Hacker News new | past | comments | ask | show | jobs | submit login
Modern Microprocessors – A 90-Minute Guide (2001-2016) (lighterra.com)
178 points by codesuki on May 2, 2021 | hide | past | favorite | 41 comments



I gave a presentation last year on this for QConLondon (before the lock down) and afterwards for the LJC virtually, if people prefer to listen/watch videos.

https://speakerdeck.com/alblue/understanding-cpu-microarchit...


Couldn’t find the video on the link above but I guess the previous one is this:

https://youtu.be/rglmJ6Xyj1c


It’s at the bottom of the description:

The presentation was recorded at the London Java Community meeting in April 2020, and a recording is available here: https://youtu.be/C4HEoBYL0yk


Thank you for this - really engaging presentation.


Previous discussions:

2018, 87 comments: https://news.ycombinator.com/item?id=18230383

2016, 12 comments: https://news.ycombinator.com/item?id=11116211

2014, 37 comments: https://news.ycombinator.com/item?id=7174513

2011, 30 comments: https://news.ycombinator.com/item?id=2428403

This link has also appeared in 9 comments on HN, featuring threads on "Computer Architecture for Network Engineers", "X86 versus other architectures" by Linus Torvalds, and "I don't know how CPUs work so I simulated one in code", also recommending a udacity course on how modern processors work (https://www.udacity.com/course/high-performance-computer-arc...): https://ampie.app/url-context?url=lighterra.com/papers/moder...

Jason also has a couple of other interesting articles on his website, like intro to instruction scheduling and software pipelining (http://www.lighterra.com/papers/basicinstructionscheduling/) and the one I liked a lot and agree with called "exception handling considered harmful" (http://www.lighterra.com/papers/exceptionsharmful/).


I would love a Bartosz Ciechanowski interactive article on microprocessors. It may be outside his domain though, since the visualisations and demo's would be less 3D model design, and more, perhaps, mini simulations of data channels or state machines that you can play through. Registers that can have initial values set, and then you can step through each clock cycle. Add a new component each few paragraphs and see how it all builds up. I did all this at university, but would love a refreshers that is as well made as his other blog posts.


I have been toying with making a game which is factorio-ish but literally for processors so potentially watch out for that (got a job now, though...)


>"One of the most interesting members of the RISC-style x86 group was the Transmeta Crusoe processor, which translated x86 instructions into an internal VLIW form, rather than internal superscalar, and used software to do the translation at runtime, much like a Java virtual machine. This approach allowed the processor itself to be a simple VLIW, without the complex x86 decoding and register-renaming hardware of decoupled x86 designs, and without any superscalar dispatch or OOO logic either."
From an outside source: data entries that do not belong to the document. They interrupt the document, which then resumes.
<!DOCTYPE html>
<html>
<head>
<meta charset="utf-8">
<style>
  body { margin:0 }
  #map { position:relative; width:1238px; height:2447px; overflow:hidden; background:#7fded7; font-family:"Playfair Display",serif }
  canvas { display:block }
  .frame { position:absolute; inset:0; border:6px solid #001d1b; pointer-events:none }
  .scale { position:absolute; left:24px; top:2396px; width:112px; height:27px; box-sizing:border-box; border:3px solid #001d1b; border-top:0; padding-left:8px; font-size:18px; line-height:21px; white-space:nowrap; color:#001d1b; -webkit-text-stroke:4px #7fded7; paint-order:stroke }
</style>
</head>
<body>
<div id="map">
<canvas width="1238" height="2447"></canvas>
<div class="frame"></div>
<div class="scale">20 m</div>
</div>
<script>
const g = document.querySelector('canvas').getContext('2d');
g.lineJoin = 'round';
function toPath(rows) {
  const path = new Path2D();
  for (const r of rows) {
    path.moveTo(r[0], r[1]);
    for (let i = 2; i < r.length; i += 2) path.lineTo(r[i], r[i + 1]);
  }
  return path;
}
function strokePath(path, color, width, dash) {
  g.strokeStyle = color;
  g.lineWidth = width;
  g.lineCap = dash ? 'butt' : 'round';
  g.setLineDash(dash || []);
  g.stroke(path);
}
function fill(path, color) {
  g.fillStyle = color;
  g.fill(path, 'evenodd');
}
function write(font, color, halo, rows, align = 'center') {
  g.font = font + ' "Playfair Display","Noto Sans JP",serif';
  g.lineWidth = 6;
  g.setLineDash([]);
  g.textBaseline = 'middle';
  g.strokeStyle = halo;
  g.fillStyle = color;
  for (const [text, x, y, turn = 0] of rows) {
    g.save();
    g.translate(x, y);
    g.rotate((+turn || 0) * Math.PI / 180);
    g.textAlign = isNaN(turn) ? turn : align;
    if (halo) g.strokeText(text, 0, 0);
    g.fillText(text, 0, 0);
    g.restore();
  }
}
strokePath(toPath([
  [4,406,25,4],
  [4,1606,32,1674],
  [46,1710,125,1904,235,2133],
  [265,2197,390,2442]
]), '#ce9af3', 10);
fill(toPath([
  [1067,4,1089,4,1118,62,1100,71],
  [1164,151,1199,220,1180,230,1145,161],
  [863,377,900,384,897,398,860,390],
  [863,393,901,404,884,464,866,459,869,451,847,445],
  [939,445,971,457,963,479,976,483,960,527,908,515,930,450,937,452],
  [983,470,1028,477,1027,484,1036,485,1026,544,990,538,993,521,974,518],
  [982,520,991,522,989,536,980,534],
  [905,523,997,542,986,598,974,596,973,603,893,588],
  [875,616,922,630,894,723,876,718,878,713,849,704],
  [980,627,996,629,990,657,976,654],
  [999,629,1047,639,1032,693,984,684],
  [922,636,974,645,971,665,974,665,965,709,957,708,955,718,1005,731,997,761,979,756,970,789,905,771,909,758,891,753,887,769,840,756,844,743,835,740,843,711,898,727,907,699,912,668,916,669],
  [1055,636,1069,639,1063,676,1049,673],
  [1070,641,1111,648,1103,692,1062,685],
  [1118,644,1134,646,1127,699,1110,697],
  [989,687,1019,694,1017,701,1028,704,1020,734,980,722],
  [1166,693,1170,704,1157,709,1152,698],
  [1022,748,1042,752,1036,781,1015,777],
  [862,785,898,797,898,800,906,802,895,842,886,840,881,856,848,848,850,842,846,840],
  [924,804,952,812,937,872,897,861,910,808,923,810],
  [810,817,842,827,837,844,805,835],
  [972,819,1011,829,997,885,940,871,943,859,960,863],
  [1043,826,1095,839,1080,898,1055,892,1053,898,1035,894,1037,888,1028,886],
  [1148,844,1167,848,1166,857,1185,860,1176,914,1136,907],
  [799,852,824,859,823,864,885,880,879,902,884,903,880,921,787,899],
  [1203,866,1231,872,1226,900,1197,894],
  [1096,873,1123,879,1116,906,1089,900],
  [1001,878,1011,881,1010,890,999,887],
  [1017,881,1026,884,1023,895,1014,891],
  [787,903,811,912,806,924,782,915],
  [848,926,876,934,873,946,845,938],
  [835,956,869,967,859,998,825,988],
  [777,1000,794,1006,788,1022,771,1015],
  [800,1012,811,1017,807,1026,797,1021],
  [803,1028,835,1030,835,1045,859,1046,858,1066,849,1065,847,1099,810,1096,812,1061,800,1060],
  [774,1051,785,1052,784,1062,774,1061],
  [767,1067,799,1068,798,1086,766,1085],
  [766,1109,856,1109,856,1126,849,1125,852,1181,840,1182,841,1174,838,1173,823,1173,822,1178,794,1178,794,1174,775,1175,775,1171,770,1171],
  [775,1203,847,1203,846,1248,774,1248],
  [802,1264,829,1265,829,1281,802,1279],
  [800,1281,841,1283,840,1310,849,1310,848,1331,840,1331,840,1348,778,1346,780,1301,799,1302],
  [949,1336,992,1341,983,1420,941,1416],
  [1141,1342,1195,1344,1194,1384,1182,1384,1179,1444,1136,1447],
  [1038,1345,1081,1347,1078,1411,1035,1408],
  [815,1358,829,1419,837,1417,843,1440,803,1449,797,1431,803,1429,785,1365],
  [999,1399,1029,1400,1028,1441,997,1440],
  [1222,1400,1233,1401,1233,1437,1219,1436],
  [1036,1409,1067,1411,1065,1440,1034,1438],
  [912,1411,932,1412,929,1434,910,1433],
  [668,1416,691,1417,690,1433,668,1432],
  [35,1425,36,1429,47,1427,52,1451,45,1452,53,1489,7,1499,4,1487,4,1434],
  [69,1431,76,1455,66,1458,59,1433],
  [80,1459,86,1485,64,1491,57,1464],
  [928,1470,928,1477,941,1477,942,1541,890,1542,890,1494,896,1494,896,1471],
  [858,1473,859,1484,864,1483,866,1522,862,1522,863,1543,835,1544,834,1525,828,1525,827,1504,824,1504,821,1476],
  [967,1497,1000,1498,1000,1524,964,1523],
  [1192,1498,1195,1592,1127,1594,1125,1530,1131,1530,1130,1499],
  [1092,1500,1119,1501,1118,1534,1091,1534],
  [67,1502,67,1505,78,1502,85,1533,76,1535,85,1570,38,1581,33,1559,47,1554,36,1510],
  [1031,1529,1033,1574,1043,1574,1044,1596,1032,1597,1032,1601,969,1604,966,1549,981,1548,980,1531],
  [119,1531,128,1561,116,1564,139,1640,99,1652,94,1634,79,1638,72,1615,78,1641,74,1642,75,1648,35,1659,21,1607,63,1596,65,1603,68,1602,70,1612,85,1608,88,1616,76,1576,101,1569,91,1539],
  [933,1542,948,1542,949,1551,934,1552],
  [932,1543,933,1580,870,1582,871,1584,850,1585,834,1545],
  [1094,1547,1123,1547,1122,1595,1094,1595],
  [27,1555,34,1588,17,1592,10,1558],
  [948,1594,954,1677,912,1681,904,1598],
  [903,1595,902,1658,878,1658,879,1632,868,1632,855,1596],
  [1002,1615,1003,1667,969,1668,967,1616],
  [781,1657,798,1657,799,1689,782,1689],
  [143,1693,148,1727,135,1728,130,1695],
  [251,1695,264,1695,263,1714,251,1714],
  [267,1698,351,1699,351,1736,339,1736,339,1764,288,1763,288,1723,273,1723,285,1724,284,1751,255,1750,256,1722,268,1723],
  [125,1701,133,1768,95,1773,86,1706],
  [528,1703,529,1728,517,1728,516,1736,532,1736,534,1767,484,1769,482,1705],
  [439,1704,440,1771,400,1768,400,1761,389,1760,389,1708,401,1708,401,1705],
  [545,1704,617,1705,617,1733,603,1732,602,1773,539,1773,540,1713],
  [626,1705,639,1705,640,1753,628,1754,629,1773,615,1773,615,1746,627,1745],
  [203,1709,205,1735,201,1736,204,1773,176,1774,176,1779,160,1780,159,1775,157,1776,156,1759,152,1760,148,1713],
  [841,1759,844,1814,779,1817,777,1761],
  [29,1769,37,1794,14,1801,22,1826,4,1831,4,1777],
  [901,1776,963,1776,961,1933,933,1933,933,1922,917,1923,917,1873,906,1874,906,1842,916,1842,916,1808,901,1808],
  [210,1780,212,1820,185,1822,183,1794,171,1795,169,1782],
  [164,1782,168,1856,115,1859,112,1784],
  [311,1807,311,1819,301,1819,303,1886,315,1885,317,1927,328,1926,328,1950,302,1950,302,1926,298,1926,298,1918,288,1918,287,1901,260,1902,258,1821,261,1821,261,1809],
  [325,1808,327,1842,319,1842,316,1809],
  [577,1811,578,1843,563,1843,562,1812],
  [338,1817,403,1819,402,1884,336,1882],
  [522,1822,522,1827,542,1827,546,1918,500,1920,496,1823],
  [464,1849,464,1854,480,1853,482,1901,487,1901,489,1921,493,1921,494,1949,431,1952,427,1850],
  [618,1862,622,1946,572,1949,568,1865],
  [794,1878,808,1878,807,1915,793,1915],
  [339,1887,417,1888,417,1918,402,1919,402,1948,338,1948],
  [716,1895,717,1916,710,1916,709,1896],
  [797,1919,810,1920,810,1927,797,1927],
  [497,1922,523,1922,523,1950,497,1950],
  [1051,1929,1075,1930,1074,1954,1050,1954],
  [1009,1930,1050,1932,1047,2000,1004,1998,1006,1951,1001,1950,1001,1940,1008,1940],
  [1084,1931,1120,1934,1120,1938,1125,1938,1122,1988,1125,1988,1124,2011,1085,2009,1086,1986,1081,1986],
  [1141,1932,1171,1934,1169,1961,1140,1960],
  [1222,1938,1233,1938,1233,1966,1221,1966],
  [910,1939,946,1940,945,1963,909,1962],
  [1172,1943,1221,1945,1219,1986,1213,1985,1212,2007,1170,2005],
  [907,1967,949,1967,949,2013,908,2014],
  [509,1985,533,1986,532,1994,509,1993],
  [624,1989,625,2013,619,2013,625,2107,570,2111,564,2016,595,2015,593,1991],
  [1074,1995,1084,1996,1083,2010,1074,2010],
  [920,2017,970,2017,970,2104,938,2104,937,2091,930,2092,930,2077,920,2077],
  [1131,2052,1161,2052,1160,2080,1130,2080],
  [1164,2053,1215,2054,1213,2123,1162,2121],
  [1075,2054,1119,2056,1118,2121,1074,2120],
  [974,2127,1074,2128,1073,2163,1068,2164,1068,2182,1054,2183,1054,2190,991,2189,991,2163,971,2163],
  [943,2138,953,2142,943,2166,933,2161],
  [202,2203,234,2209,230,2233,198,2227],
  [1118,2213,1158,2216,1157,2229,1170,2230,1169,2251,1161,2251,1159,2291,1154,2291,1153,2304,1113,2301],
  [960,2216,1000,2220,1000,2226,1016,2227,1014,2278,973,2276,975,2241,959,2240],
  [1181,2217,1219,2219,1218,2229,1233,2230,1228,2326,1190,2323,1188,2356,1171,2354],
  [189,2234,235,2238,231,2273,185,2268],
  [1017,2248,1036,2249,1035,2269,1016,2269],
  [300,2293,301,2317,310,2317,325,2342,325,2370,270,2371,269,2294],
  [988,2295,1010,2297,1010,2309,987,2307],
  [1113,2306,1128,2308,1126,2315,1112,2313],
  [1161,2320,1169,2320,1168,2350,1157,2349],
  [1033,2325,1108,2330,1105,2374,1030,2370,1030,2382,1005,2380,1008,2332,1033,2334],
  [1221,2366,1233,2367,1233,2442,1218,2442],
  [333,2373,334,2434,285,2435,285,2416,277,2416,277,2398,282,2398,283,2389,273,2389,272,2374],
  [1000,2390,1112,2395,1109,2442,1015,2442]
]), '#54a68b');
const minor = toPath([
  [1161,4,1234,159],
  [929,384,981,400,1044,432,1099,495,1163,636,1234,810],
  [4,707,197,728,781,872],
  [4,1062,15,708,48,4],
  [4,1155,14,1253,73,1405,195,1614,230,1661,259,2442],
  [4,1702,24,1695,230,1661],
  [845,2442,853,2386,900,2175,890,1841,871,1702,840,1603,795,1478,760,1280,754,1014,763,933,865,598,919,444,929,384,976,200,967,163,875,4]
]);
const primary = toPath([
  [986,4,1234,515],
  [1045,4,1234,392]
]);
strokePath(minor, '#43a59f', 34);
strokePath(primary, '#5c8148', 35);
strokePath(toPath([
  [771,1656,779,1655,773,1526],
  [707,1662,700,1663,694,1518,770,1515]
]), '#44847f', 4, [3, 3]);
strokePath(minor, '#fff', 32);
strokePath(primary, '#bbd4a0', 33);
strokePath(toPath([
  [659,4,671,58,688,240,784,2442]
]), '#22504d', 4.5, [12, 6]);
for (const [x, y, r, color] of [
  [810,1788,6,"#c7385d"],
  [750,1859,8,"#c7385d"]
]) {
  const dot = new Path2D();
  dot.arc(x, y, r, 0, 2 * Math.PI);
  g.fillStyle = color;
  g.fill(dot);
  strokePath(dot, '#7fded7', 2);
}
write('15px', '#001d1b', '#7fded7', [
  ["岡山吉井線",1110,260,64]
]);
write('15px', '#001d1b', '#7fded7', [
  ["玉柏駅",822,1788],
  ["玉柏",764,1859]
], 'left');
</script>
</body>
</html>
PDS: Why do I bet that the Transmeta Crusoe didn't suffer from Spectre -- or any other other x86 cache-based or microcode-based security vulnerabilities that are so prevalent today?

Observation: Intentional hardware backdoors -- would have been difficult to place in Transmeta VLIW processors -- at least in the software-based x86 translation portions of it... Now, are there intentional hardware backdoors in its lower-level VLIW instructions?

I don't know and can't speculate on that...

Nor do I know if the Transmeta Crusoes contained secret deeply embedded "security" cores/processors -- or not...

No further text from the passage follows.